Saturday, March 19, 2011


¡QUÉ HORROR! 2011
Candidate # 10

DEVIL
(September 2010)


True, M. Night Shyamalan’s more recent output (beginning with Lady in the Water all the way through to 2010’s The Last Airbender) has been… problematic, but his first salvo from The Night Chronicles-- for which he acts as producer and story originator, among other roles-- is a compelling little number.
Hand-picking screenwriter Brian Nelson (who collaborated with David Slade on both Hard Candy and 30 Days of Night) and director John Erick Dowdle (The Poughkeepsie Tapes and Quarantine) to take his tale of “What happens if one of the persons you get trapped in an elevator with happens to be the Devil?” and run with it, Shyamalan has at least proven that he can still come up with interesting and provocative ideas, and that he can pick the right people to bring those ideas to celluloid life.

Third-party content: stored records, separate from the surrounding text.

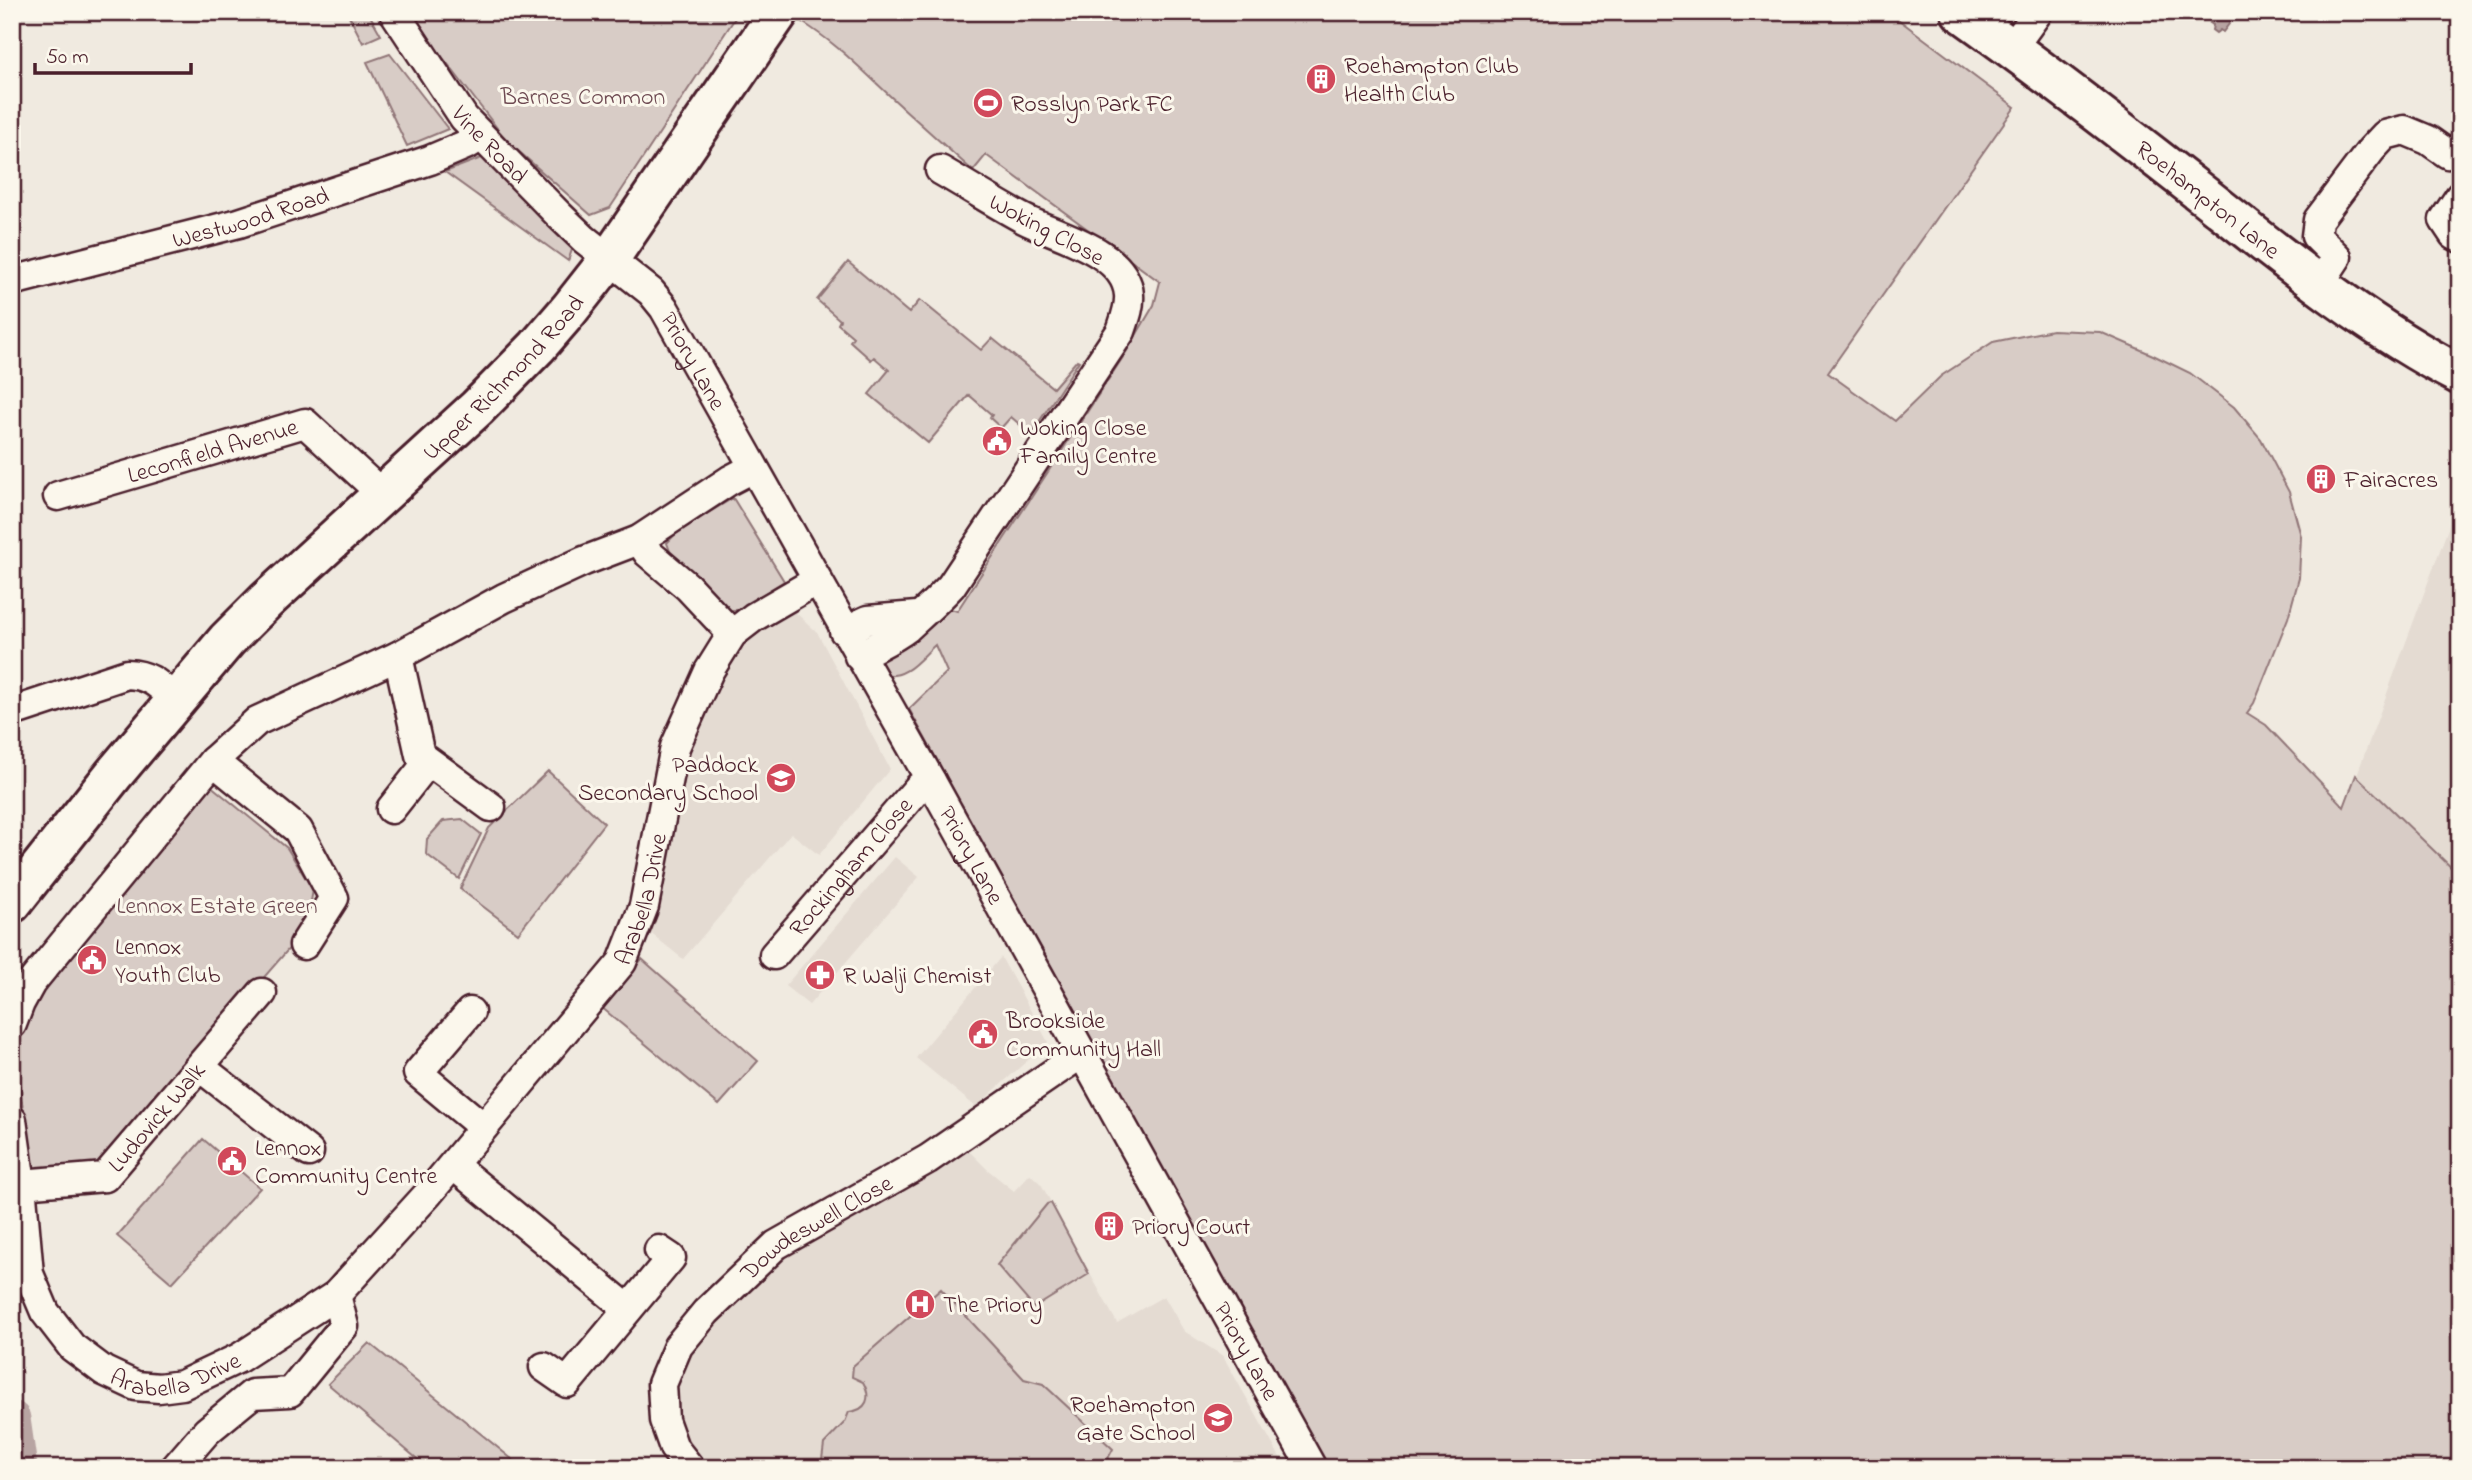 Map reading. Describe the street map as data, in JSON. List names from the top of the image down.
{
  "streets": {
    "highway": ["Roehampton Lane", "Upper Richmond Road"],
    "street": [
      "Vine Road",
      "Westwood Road",
      "Woking Close",
      "Priory Lane",
      "Leconfield Avenue",
      "Rockingham Close",
      "Arabella Drive",
      "Ludovick Walk",
      "Dowdeswell Close"
    ]
  },
  "crossings": [
    ["Vine Road", "Westwood Road"],
    ["Vine Road", "Priory Lane"],
    ["Vine Road", "Upper Richmond Road"],
    ["Woking Close", "Priory Lane"],
    ["Priory Lane", "Upper Richmond Road"],
    ["Priory Lane", "Rockingham Close"],
    ["Priory Lane", "Arabella Drive"],
    ["Priory Lane", "Dowdeswell Close"],
    ["Upper Richmond Road", "Leconfield Avenue"],
    ["Arabella Drive", "Ludovick Walk"]
  ],
  "parks": ["Barnes Common", "Lennox Estate Green"],
  "places": {
    "building": ["Roehampton Club Health Club", "Fairacres", "Priory Court"],
    "sports": ["Rosslyn Park FC"],
    "public building": [
      "Woking Close Family Centre",
      "Lennox Youth Club",
      "Brookside Community Hall",
      "Lennox Community Centre"
    ],
    "school or university": ["Paddock Secondary School", "Roehampton Gate School"],
    "pharmacy": ["R Walji Chemist"],
    "hospital": ["The Priory"]
  },
  "scale_bar": "50 m"
} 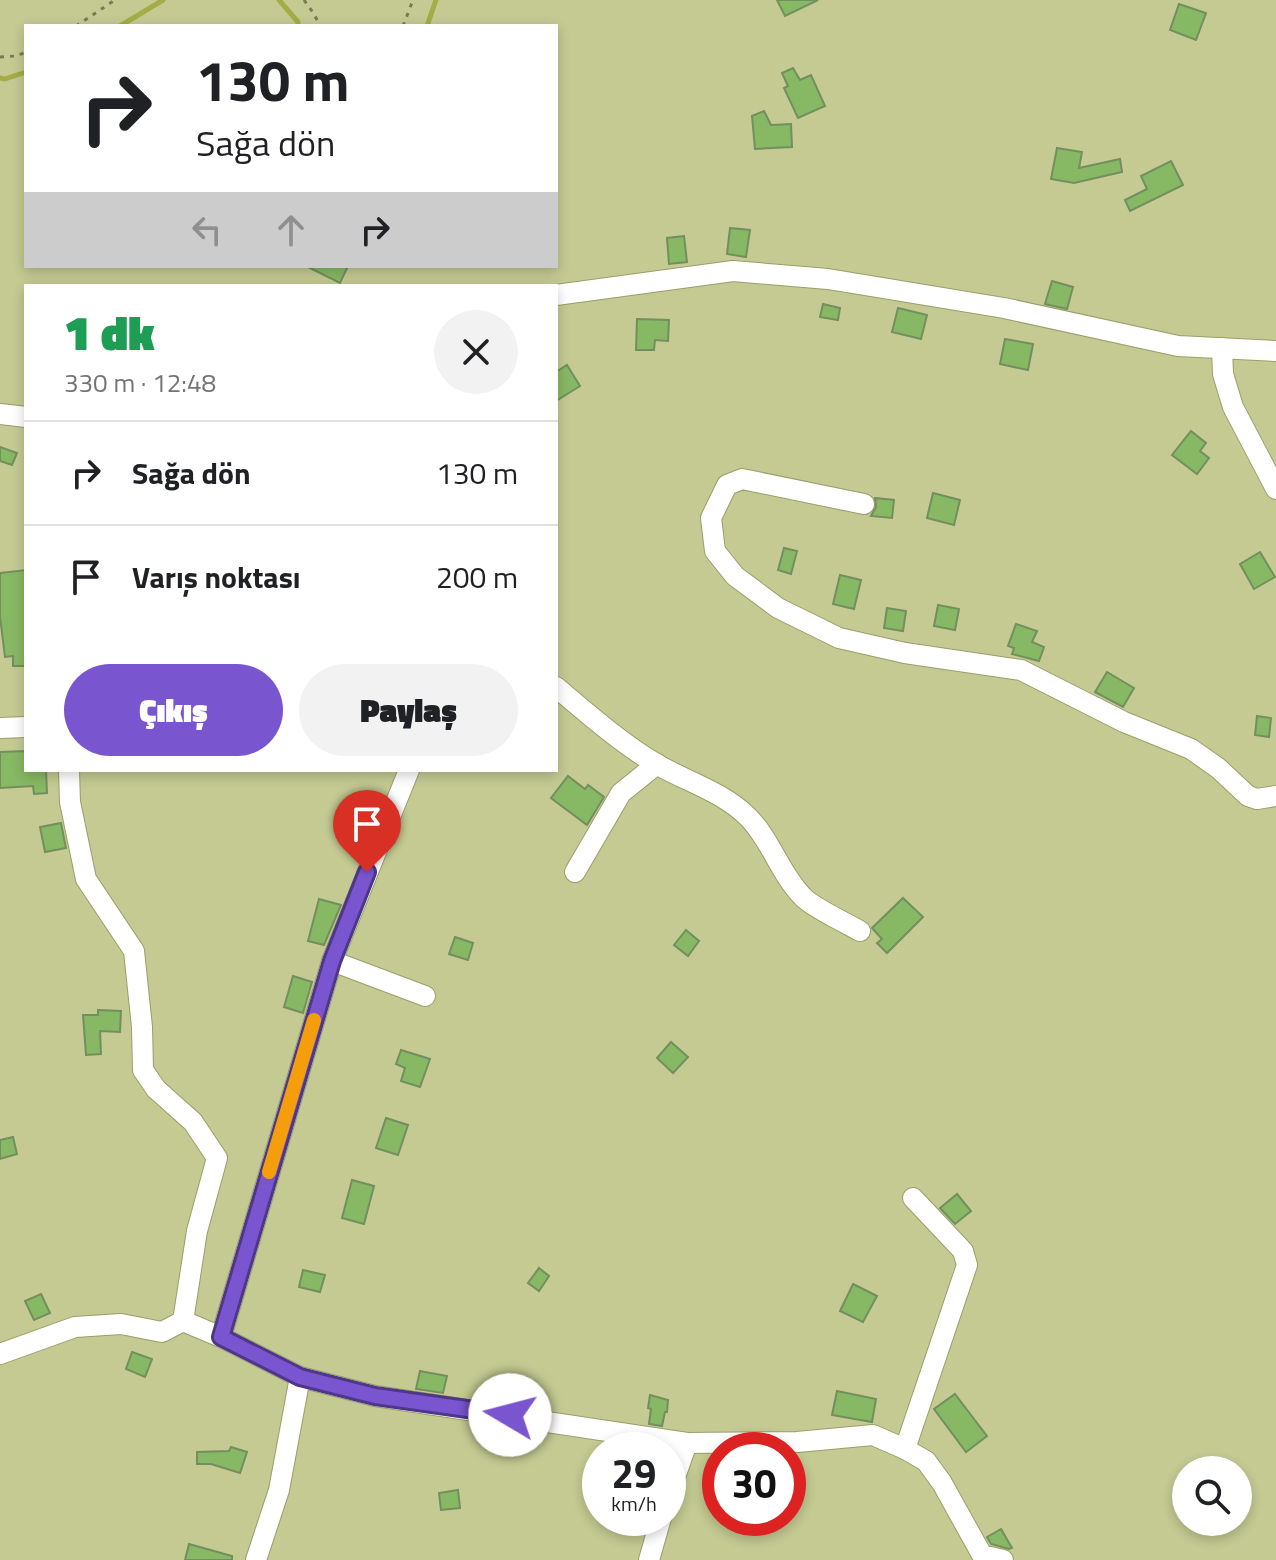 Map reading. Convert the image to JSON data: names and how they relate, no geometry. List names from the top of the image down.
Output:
{
  "page": {
    "turn": ["130 m", "Sağa dön"],
    "heading": ["1 dk", "330 m · 12:48"],
    "list": [
      {
        "name": "Sağa dön",
        "value": "130 m"
      },
      {
        "name": "Varış noktası",
        "value": "200 m"
      }
    ],
    "buttons": ["Çıkış", "Paylaş"],
    "speed": "29 km/h",
    "limit": "30"
  }
} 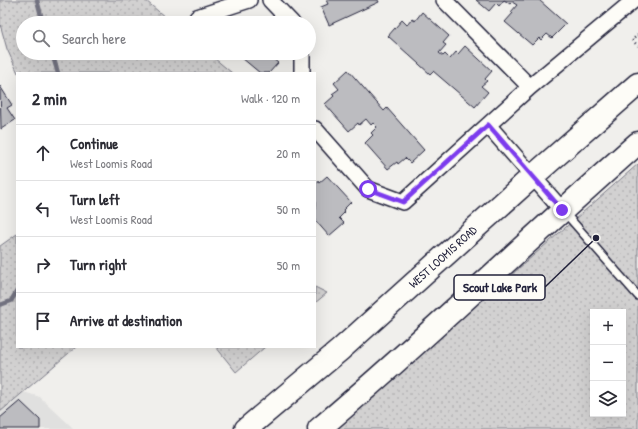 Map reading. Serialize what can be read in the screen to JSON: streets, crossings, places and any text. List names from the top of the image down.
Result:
{
  "streets": {
    "main road": ["WEST LOOMIS ROAD"]
  },
  "places": ["Scout Lake Park"],
  "page": {
    "search": "Search here",
    "heading": ["2 min", "Walk · 120 m"],
    "list": [
      ["Continue", "West Loomis Road", "20 m"],
      ["Turn left", "West Loomis Road", "50 m"],
      ["Turn right", "50 m"],
      "Arrive at destination"
    ],
    "map_buttons": ["+", "−"]
  }
} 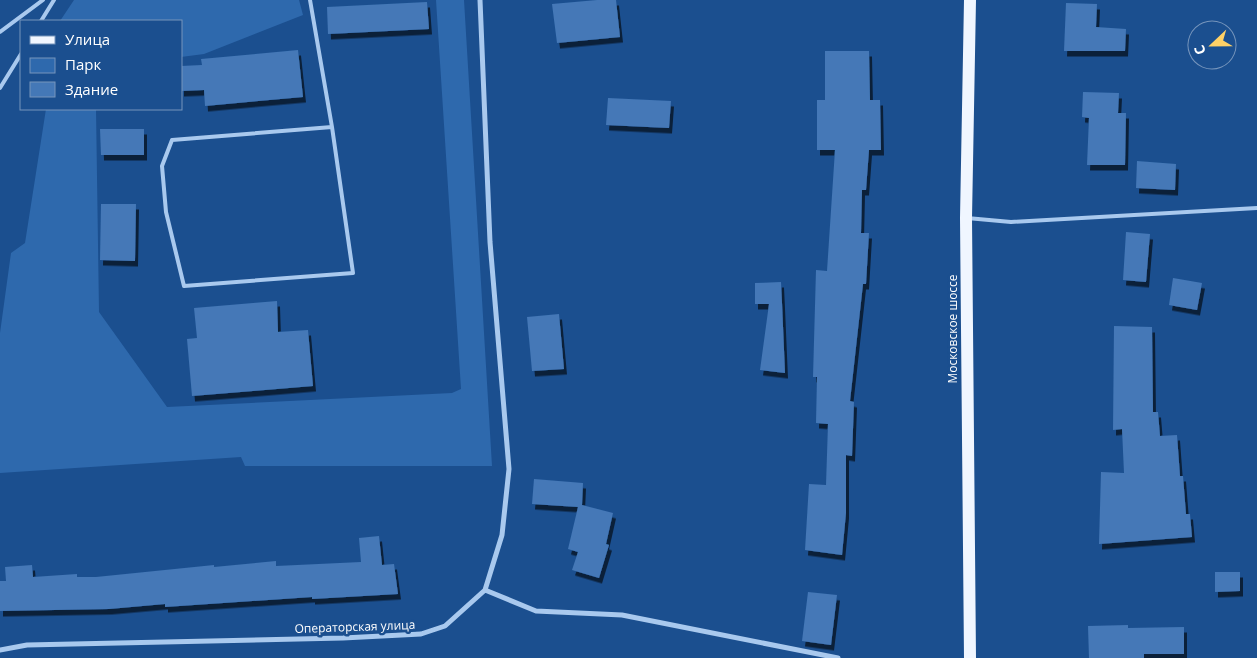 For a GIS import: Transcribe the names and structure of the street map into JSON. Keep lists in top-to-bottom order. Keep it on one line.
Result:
{"streets":{"main road":["Московское шоссе"],"street":["Операторская улица"]},"legend":["Улица","Парк","Здание"],"north":"left"}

From the opening, disturbingly disorienting inverted shots of Shyamalan’s beloved Philadelphia, set to Fernando Velázquez’s Herrmannesque cue*, on through to nearly the end of its running time, Devil is an involving cinematic experience, shot by the excellent and experienced eye of Tak Fujimoto, who’s worked with Shyamalan on The Sixth Sense, Signs, and The Happening, as well as with other directors on titles running the spectrum from The Silence of the Lambs, on through to Pretty in Pink and Ferris Bueller’s Day Off.
This one’s nice-looking and tight, and if you’re not a big fan of elevators and other enclosed spaces, best to stay off it.

* Velázquez has composed scores for such films as El Orfanato (The Orphanage), Bosque de Sombras (Backwoods), and Los Ojos de Julia (Julia’s Eyes). He’s also scored Pål Sletaune’s upcoming thriller Babycall, with Lisbeth Salander herself, the Dragon-Tattooed Girl who Played with Fire and Kicked the Hornet’s Nest, Noomi Rapace.